En Algérie, les enfants des hauts responsables sont plus forts que la loi. A El-Mouradia, à la rue des Cèdres, un quartier chic situé tout près de  la Présidence de la République, les enfants d‘Ali Kafi, ancien président du Haut Comité d’État durant les années 90, à la suite de l’assassinat de Mohamed Boudiaf, sont en train de mener des travaux de construction anarchique, en dépit d’un jugement de la justice, datant de septembre 2015, qui avait ordonné l’arrêt du chantier « pour non-conformité du chantier avec le  permis de construire ». 

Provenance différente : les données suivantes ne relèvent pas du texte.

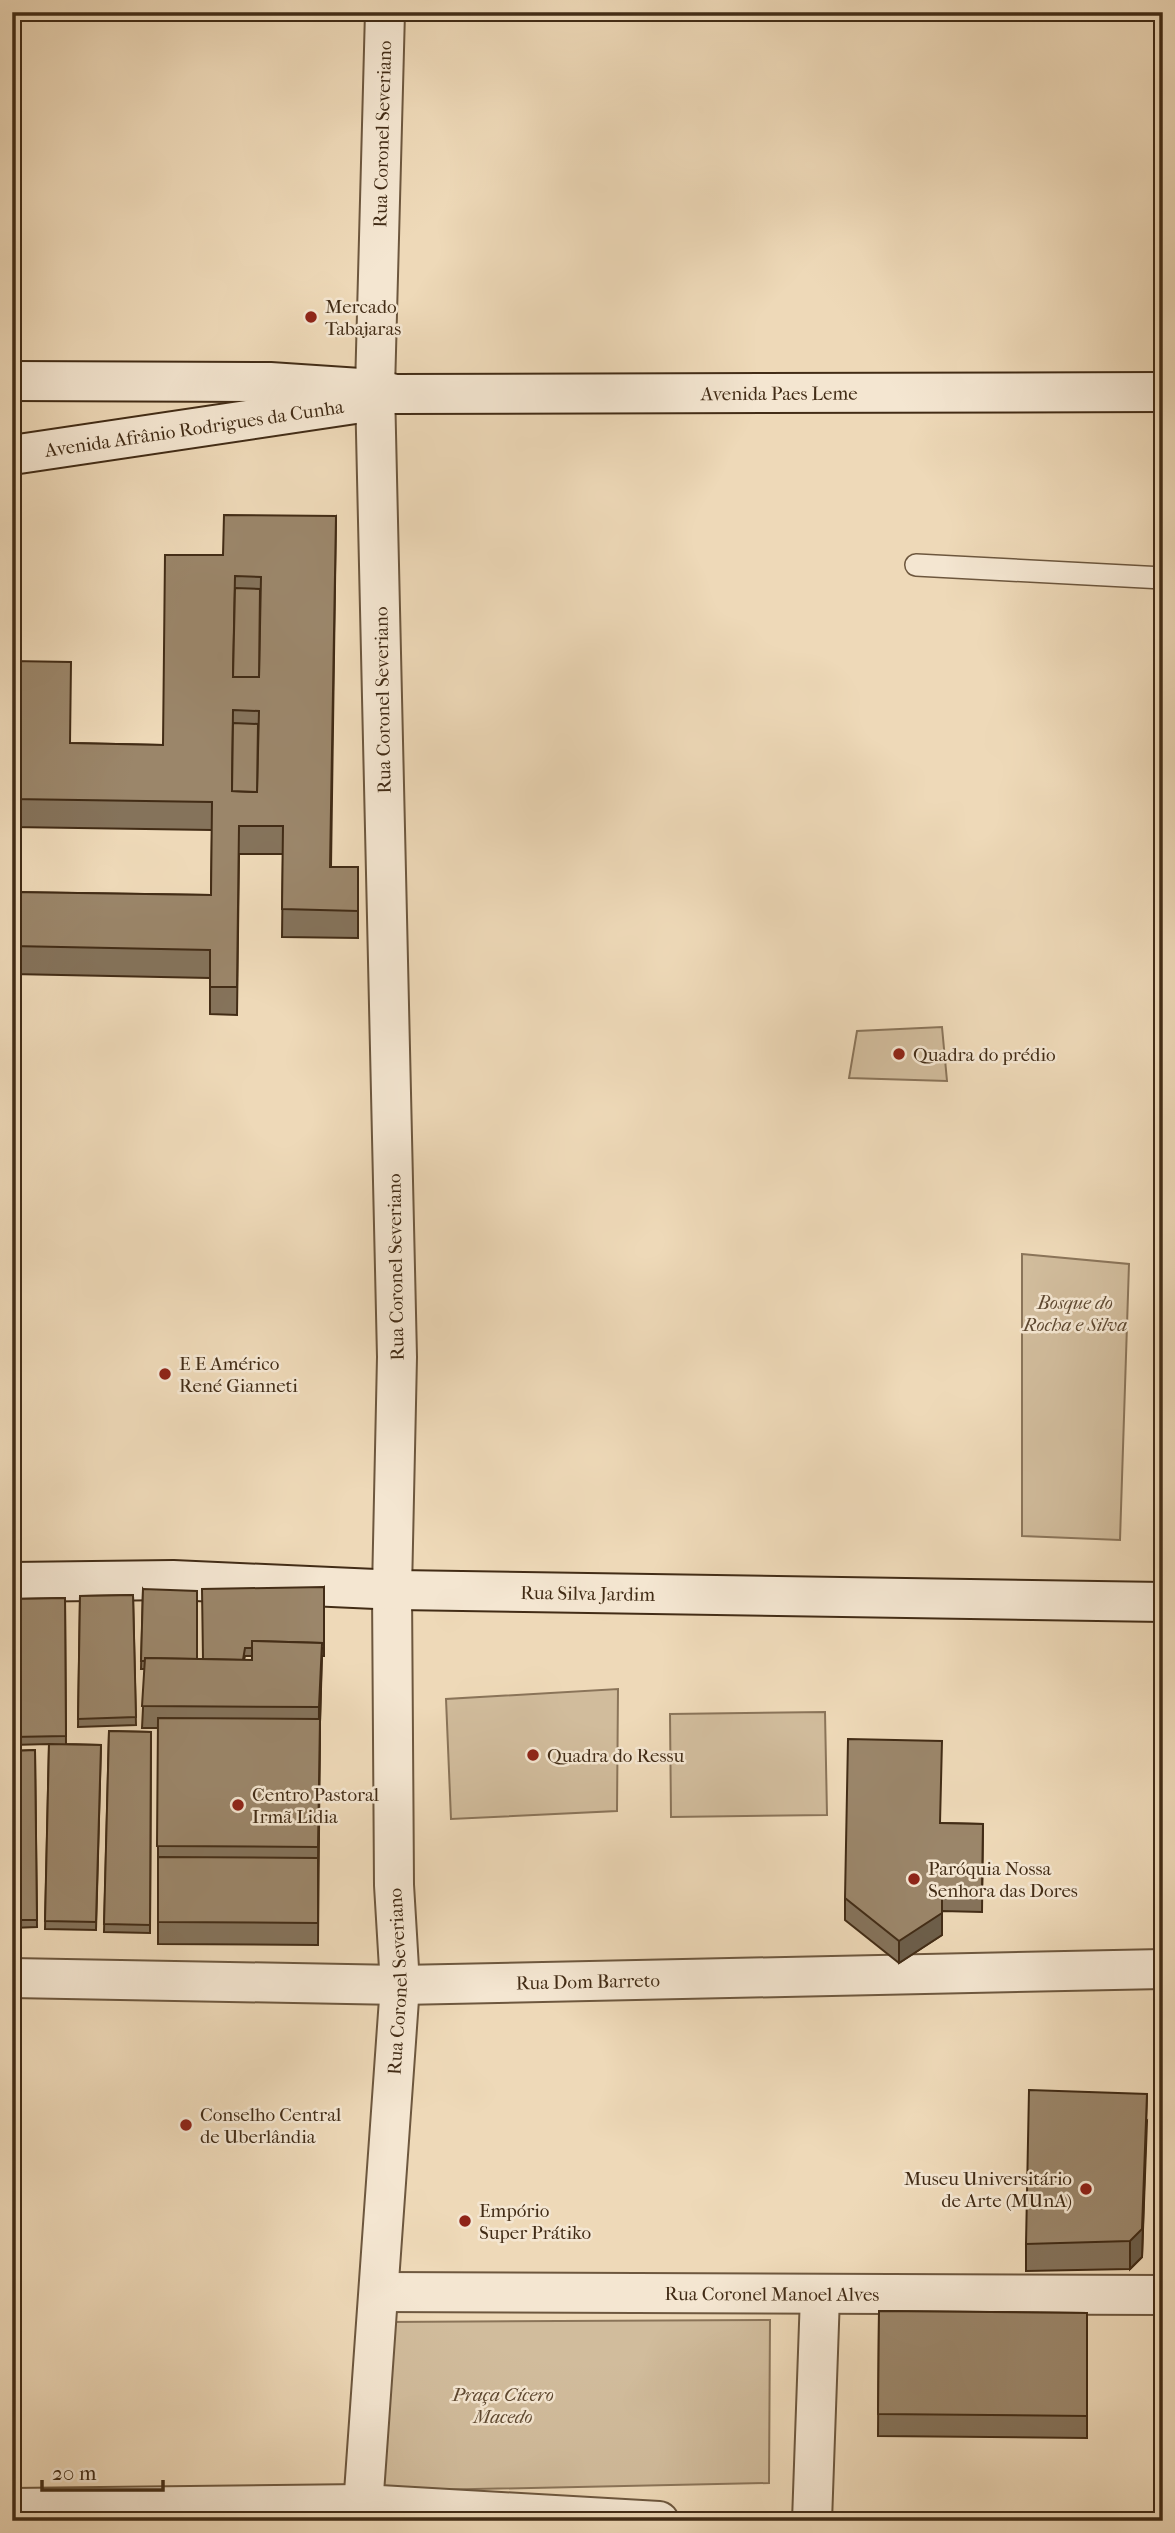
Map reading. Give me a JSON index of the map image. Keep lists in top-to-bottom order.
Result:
{
  "streets": {
    "street": [
      "Rua Coronel Severiano",
      "Avenida Paes Leme",
      "Avenida Afrânio Rodrigues da Cunha",
      "Rua Silva Jardim",
      "Rua Dom Barreto",
      "Rua Coronel Manoel Alves"
    ]
  },
  "crossings": [
    ["Rua Coronel Severiano", "Avenida Paes Leme"],
    ["Rua Coronel Severiano", "Avenida Afrânio Rodrigues da Cunha"],
    ["Rua Coronel Severiano", "Rua Silva Jardim"],
    ["Rua Coronel Severiano", "Rua Dom Barreto"],
    ["Rua Coronel Severiano", "Rua Coronel Manoel Alves"],
    ["Avenida Paes Leme", "Avenida Afrânio Rodrigues da Cunha"]
  ],
  "parks": ["Bosque do Rocha e Silva", "Praça Cícero Macedo"],
  "places": [
    "Mercado Tabajaras",
    "Quadra do prédio",
    "E E Américo René Gianneti",
    "Quadra do Ressu",
    "Centro Pastoral Irmã Lidia",
    "Paróquia Nossa Senhora das Dores",
    "Conselho Central de Uberlândia",
    "Museu Universitário de Arte (MUnA)",
    "Empório Super Prátiko"
  ],
  "scale_bar": "20 m"
}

Mais les trois fils d’Ali Kafi n’ont nullement respecté cette décision de justice. Depuis plusieurs semaines, à la tombée de la nuit, de gros engins se mettent en branle et poursuivent ces travaux anarchiques qui ont causé des dégâts considérables à certaines villas mitoyennes.

Selon nos informations, les enfants d’Ali Kafi ont décidé de démolir leur belle villa située dans ce quartier intégré au périmètre de sécurité de la Présidence de la République. Après avoir récupéré l’assiette foncière qui s’étend sur presque 1000 m2, les enfants d’Ali Kafi ont vendu la moitié de ce terrain au fils de Mostefa Benmansour, l’ancien ministre de l’Intérieur en 1995, un influent promoteur qui compte à son actif de nombreux projets immobiliers dans les quartiers huppés de la capitale.

Selon plusieurs sources concordantes, à la place de l’ancienne villa d’Ali Kafi, les nouveaux propriétaires du terrain envisagent de bâtir deux immeubles haut standing. A la surprise générale, les enfants de l’ancien président du Haut Comité d’État ont obtenu un permis de construire alors que leur projet ne respectait pas les normes les plus élémentaires d’urbanisme. Pourtant, ce quartier est soumis à une réglementation stricte, puisque pour une simple location, il faut demander une autorisation au niveau de la Présidence de la République.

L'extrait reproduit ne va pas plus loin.